MATERIALS PROVIDED START

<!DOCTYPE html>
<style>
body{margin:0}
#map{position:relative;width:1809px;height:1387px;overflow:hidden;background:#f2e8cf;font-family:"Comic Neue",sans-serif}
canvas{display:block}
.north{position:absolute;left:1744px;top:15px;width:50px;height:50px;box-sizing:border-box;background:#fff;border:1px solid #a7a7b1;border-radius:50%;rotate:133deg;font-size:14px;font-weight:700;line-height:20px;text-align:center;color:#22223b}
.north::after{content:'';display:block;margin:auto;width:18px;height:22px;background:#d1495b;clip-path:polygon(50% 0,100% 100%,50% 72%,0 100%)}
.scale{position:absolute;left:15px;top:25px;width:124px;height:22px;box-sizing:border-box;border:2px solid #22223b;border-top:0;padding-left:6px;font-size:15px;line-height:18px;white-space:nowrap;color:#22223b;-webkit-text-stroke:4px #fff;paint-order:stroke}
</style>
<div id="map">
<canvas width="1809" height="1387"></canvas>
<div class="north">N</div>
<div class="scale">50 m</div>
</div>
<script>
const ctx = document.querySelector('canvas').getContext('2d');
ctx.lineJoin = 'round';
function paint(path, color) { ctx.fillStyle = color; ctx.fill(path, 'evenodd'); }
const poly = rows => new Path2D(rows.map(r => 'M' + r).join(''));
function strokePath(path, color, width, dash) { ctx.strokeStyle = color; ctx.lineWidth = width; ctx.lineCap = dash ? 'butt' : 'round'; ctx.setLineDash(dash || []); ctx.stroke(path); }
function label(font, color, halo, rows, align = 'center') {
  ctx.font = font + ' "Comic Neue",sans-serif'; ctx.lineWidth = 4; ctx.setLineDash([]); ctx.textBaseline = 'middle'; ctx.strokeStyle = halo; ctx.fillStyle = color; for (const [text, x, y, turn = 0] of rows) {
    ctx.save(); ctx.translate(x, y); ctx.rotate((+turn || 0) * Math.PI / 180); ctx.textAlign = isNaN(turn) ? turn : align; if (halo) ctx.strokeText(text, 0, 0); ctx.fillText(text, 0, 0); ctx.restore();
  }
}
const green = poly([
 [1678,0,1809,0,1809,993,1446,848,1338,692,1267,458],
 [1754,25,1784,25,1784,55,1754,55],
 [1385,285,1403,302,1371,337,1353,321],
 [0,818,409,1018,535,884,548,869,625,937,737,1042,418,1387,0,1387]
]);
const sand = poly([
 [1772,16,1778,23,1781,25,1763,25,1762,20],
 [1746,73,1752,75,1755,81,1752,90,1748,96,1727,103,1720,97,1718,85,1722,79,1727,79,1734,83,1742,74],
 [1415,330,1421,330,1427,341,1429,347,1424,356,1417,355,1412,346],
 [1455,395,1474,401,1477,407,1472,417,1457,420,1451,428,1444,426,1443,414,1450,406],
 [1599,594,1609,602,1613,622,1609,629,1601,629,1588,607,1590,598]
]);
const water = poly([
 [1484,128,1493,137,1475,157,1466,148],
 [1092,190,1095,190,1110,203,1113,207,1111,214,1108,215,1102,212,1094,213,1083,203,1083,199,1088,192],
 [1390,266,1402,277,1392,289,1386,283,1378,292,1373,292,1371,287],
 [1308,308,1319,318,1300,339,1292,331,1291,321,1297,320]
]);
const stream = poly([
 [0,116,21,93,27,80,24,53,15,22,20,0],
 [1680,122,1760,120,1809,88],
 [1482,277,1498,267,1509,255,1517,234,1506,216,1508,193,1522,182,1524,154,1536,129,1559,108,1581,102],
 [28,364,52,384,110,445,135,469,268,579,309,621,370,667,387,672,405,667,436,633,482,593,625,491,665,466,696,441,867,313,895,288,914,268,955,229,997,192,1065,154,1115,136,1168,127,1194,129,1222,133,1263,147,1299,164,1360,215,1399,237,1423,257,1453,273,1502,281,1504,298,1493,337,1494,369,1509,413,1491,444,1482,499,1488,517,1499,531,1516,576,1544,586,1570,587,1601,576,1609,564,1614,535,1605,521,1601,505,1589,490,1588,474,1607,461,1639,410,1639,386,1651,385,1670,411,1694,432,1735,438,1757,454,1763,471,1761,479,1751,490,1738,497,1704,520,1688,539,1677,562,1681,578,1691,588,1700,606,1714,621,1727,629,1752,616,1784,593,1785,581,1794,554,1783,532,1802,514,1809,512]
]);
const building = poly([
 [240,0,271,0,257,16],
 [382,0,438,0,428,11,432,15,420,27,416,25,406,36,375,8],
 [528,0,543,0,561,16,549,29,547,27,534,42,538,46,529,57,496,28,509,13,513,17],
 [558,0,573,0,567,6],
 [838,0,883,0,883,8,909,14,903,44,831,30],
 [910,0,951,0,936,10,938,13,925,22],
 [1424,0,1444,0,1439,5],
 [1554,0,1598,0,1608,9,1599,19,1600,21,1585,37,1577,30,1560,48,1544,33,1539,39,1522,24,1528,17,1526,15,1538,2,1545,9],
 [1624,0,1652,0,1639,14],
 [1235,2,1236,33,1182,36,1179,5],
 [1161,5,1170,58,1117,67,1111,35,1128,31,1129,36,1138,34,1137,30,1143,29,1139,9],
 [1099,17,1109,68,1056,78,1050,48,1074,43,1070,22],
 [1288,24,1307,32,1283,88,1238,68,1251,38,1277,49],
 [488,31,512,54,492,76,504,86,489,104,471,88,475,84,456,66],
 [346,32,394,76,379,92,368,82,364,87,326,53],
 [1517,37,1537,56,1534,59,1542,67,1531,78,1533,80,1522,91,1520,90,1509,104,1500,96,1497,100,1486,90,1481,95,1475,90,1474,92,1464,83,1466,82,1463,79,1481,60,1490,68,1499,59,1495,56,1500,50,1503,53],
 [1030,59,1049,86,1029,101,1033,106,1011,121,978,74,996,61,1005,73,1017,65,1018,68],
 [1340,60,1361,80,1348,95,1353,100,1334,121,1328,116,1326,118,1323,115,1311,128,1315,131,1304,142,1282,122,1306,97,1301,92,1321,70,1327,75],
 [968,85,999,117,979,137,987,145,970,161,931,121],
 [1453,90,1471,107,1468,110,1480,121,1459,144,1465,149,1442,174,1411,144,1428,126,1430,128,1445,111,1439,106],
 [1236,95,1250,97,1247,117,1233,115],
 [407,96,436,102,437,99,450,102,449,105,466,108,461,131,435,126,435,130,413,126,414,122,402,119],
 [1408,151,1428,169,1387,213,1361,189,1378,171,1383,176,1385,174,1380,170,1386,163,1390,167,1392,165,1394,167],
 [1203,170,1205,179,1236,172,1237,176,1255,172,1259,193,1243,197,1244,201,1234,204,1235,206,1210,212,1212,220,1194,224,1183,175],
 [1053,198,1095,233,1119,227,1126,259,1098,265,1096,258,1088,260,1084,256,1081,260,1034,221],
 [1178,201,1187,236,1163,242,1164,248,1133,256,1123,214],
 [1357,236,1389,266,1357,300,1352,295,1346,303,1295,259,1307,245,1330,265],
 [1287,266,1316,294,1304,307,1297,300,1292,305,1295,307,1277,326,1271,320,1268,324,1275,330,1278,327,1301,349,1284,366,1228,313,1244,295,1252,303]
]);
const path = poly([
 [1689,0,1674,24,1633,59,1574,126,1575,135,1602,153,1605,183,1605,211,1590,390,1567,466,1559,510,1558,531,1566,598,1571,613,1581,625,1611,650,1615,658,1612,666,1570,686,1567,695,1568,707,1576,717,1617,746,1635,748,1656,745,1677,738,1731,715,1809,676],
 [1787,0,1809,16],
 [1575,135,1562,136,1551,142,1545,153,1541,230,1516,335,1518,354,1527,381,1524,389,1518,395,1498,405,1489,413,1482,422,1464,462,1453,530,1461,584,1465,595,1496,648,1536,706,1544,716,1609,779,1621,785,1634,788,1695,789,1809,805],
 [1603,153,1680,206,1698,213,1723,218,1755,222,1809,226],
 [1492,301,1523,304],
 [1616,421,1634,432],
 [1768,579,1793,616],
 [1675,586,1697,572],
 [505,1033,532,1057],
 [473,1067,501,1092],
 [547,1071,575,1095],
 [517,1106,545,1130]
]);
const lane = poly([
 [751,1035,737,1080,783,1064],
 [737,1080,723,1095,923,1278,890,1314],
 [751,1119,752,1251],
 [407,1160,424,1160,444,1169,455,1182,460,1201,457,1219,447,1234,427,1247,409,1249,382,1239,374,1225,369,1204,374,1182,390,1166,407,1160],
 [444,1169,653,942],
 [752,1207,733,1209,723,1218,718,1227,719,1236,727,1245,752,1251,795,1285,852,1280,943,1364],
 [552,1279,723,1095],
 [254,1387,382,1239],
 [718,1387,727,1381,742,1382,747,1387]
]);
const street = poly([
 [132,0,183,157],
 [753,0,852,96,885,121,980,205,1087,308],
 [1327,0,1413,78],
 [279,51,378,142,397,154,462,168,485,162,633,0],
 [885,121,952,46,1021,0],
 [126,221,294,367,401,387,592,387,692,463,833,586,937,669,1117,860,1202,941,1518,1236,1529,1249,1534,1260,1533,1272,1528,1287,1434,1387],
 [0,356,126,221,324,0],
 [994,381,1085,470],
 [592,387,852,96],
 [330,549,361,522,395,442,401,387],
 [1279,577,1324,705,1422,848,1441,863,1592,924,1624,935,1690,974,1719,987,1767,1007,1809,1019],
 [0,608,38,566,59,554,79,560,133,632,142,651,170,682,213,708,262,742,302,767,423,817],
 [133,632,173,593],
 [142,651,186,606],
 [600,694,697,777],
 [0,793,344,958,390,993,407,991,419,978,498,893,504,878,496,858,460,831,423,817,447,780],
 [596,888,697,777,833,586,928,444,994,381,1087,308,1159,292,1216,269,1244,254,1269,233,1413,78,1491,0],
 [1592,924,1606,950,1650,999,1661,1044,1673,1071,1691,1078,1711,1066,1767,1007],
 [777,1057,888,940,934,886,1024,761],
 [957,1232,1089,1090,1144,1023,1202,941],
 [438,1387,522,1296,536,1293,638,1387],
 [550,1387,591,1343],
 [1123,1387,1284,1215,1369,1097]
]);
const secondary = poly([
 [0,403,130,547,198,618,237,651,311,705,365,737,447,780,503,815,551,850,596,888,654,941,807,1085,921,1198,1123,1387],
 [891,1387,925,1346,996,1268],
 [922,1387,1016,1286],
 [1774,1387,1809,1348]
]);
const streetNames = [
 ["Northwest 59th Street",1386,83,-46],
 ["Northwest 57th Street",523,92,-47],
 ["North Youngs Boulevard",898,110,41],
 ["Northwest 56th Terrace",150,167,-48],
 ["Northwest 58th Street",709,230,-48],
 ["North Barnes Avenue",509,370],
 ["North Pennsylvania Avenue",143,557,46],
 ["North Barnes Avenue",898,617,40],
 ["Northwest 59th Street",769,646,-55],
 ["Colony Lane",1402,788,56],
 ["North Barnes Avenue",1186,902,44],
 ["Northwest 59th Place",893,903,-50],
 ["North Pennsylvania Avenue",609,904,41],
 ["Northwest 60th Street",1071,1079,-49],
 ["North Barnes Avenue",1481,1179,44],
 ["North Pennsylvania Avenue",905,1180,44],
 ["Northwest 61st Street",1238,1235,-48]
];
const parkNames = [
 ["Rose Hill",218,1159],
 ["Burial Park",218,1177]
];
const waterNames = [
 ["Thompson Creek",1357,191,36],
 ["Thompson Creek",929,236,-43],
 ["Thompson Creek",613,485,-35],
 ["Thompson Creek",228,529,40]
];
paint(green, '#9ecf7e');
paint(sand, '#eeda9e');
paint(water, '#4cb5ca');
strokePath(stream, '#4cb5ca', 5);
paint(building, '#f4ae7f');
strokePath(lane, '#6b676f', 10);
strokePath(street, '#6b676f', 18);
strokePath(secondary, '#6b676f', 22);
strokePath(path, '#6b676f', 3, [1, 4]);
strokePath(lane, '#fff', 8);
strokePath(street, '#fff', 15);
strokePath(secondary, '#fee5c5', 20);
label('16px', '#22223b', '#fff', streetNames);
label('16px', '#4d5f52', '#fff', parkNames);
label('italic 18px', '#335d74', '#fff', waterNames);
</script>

MATERIALS PROVIDED END

WHAT IS EXPECTED: Within the entries, count the lines containing the string "border" and state nothing but the result.

SOLUTION FOR THIS TASK: 2